Ezra Klein has beat me to it again. Today Mitch McConnell came out against Dodd's bank reform bill, claiming that by setting up and funding a resolution authority that enables regulators to liquidate the largest financial institutions in an orderly fashion if they become insolvent, it is enabling and in fact guaranteeing future "bailouts." "“This bill not only allows for taxpayer-funded bailouts of Wall Street banks; it institutionalizes them,” McConnell pronounced.
Klein points out that McDonnell is equating a liquidation that wipes out shareholders and management with a bailout -- and further notes that McDonnell is following to the letter a political strategy laid out by GOP pollster Frank Luntz in February: to equate any Democratic bank reform bill with the hated bailouts of 2008-09.
Cynical indeed. As Klein suggests, if you don't want to give regulators resolution authority over banks currently considered too big too fail, it would seem you would have to be in favor of not allowing banks to grow, or stay, too big to fail. I would add that the only intellectually consistent, if insane, alternative to breaking up, shrinking, or reining in today's behemoths or making provisions for their orderly liquidation is to take the position taken by many of the most ignorant and extremist Republicans in fall 2008: let 'em all fail and let the chips fall where they may. Pull down the whole temple of global finance around our ears.

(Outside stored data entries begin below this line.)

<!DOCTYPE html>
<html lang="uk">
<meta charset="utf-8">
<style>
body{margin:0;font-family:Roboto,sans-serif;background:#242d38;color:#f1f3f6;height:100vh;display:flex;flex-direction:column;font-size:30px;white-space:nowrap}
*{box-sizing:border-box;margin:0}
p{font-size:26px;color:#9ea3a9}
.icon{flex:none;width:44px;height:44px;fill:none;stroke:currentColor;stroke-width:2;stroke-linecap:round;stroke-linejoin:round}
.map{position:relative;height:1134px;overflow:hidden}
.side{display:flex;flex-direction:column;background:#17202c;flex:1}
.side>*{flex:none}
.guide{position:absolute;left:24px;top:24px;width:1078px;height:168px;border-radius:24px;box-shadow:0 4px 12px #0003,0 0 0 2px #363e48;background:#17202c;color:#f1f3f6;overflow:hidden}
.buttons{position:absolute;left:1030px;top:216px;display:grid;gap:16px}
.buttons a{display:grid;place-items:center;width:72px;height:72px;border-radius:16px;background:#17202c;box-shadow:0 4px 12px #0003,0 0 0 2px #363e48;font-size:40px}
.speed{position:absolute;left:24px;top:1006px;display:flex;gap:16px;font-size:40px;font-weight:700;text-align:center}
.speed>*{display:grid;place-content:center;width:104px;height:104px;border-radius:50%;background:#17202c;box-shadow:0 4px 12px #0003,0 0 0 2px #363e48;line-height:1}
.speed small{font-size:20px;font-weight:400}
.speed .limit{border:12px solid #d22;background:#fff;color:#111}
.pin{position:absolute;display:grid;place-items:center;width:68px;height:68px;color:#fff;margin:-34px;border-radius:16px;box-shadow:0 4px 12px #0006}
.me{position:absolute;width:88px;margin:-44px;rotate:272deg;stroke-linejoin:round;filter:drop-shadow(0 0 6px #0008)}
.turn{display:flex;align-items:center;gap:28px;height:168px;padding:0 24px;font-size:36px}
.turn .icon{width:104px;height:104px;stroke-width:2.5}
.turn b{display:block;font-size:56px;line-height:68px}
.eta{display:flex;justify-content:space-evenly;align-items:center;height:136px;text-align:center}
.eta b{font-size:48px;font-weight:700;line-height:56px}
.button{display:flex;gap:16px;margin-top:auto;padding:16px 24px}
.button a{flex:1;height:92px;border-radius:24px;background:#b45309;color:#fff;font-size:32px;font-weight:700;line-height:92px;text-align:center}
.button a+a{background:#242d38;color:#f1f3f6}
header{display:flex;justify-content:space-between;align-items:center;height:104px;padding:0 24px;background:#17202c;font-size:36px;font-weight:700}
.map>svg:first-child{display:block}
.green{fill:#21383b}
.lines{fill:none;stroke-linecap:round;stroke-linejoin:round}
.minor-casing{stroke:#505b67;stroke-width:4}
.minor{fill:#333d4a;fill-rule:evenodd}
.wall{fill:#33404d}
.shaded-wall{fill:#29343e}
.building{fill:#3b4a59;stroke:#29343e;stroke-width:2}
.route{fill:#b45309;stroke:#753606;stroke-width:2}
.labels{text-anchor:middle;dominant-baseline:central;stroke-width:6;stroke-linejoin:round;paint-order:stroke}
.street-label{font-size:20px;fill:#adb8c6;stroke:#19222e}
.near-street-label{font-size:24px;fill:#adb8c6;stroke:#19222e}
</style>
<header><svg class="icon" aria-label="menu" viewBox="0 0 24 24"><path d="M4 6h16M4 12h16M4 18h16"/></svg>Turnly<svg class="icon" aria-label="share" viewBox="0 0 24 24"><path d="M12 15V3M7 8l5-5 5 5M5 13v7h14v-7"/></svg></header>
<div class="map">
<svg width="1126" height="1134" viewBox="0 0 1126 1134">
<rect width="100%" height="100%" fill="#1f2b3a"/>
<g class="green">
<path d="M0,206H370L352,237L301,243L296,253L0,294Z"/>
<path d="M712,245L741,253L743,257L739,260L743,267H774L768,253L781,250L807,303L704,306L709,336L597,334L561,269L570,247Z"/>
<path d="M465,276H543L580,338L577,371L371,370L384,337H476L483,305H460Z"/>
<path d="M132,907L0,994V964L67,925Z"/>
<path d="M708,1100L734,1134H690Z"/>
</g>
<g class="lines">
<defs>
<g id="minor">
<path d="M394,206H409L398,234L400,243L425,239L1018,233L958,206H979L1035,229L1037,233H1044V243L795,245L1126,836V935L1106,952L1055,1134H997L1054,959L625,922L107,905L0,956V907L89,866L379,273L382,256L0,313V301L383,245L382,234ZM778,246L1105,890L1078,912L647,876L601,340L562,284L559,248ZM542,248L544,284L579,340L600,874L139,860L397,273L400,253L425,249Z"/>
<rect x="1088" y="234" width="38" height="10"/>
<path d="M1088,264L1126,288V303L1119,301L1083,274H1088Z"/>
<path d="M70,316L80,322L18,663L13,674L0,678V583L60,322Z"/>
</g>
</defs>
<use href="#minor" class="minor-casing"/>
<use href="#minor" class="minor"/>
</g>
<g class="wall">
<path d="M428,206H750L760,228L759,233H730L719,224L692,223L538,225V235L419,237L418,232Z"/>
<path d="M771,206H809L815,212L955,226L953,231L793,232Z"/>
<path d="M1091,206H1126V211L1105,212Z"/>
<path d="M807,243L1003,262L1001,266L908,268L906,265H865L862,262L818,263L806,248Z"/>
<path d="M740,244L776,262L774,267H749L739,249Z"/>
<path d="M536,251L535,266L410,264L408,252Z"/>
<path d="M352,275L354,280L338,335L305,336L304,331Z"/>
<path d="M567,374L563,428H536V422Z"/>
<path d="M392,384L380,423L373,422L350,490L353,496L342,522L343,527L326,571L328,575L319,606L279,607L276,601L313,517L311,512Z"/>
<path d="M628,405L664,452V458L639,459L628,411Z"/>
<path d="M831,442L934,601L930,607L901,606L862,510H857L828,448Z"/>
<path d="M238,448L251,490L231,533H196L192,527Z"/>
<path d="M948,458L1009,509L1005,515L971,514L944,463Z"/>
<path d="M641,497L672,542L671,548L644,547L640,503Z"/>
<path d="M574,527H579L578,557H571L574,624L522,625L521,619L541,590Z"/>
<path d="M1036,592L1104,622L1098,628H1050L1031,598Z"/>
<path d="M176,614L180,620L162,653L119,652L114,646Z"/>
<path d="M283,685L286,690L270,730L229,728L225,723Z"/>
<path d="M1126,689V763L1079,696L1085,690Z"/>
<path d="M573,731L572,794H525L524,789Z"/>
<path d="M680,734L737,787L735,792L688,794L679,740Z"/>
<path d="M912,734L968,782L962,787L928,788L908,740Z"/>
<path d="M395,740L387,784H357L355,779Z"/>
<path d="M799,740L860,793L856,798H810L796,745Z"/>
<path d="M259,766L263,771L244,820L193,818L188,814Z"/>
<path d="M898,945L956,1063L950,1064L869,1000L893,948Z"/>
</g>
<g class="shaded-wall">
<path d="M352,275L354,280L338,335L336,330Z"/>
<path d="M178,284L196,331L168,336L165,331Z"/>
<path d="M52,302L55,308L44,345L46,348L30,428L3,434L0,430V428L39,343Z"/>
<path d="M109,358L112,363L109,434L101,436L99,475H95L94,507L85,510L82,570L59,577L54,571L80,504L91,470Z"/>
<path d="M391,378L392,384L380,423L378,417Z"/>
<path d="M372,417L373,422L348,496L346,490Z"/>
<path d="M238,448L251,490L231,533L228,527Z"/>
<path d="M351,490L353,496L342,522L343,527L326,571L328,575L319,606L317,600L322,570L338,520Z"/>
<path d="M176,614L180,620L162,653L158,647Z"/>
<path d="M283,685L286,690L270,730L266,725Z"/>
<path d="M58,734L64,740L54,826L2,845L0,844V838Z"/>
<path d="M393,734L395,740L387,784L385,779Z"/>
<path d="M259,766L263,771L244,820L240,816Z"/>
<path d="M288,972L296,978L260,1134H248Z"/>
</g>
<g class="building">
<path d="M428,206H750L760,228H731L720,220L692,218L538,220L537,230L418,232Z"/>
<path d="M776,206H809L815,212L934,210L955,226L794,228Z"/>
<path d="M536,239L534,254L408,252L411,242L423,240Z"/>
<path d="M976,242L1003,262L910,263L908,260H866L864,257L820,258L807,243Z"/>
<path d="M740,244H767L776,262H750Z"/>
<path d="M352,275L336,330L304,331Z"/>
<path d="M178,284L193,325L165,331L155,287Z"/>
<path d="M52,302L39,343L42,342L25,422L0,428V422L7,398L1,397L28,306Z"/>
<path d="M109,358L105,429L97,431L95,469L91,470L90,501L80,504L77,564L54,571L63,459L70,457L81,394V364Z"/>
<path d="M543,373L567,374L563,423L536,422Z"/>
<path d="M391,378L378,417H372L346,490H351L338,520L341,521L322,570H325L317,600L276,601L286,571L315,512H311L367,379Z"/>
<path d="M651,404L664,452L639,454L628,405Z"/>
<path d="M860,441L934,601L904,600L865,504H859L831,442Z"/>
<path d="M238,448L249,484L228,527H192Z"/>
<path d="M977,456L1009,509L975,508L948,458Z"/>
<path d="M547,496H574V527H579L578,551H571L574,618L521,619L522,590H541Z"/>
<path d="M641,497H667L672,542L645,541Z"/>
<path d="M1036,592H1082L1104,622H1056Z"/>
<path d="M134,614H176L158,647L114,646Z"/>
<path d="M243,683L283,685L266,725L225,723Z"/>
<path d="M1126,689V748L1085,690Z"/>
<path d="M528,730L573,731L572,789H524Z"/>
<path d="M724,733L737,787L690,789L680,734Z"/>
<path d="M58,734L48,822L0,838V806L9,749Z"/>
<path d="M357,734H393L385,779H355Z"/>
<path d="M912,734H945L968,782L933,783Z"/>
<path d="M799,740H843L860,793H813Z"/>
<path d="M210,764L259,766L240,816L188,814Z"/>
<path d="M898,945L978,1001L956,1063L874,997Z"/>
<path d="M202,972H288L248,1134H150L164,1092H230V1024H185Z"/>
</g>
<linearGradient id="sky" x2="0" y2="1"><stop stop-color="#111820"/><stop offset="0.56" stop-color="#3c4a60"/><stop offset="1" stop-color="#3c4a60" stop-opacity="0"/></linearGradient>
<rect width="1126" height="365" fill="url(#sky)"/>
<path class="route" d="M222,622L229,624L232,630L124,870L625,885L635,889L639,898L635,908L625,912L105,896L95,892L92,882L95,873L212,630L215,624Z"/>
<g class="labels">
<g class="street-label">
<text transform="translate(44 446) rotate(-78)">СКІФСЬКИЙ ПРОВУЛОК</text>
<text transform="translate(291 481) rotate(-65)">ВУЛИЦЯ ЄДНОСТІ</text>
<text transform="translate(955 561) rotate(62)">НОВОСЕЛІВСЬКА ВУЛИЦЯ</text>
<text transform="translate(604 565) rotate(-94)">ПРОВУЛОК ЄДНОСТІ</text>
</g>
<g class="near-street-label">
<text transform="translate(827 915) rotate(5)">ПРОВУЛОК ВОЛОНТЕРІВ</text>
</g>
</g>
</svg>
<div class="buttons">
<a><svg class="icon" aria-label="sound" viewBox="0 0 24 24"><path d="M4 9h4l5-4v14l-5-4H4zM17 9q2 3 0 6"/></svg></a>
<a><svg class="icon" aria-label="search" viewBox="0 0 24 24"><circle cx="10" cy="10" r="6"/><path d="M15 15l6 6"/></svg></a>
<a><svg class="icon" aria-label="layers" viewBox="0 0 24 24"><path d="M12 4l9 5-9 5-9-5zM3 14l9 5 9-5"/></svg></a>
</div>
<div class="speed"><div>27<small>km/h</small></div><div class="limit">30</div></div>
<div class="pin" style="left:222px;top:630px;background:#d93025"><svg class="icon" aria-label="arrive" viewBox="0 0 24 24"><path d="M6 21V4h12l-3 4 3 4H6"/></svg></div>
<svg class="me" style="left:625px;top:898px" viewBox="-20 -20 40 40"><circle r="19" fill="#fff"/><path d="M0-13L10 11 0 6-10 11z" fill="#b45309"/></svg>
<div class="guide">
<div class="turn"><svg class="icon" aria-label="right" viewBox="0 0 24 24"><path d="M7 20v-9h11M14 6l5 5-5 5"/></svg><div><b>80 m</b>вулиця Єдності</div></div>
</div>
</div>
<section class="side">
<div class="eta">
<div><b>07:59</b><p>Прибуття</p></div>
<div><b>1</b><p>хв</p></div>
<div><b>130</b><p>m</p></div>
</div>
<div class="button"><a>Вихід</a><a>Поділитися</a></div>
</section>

But McConnell is not that crazy. He acknowledged last October that TARP “succeeded in stabilizing the banking system.” It seems fair to assume that he believes that the Federal government can't simply step back and let too-big-to-fail banks enter bankruptcy. That brings us back to Klein's question: what steps would McConnell favor to make the behemoths smaller, or otherwise enable them to fail without systemic risk?
Would McConnell suggest size limits, such as Simon Johnson and Peter Boone have proposed -- say, assets equivalent to no more than 2% of GDP? Does he want to restore Glass-Steagall? Or maybe he'd go for the solution proposed by Matthew Richardson and Nouriel Roubini (famous for recommending early that Obama nationalize the weakest of the bailed out banks) in Sunday's Washington Post: charging the largest banks "an insurance premium based on whichever of the institution's debts carry a real or implied government guarantee (akin to the FDIC system already in place), and a fee that reflects the institution's contribution to a potential large-scale, systemic crisis." In other words, the more risk they take on, the more they pay the Federal government.
The Times' Sewell Chan notes, "The critique by Mr. McConnell, a conservative, is similar in many respects to one advanced by liberal critics of the legislation." Those liberal critics, however, want to shrink the banks or provide them with massive incentives to reduce risk. Somehow I suspect the similarity ends there.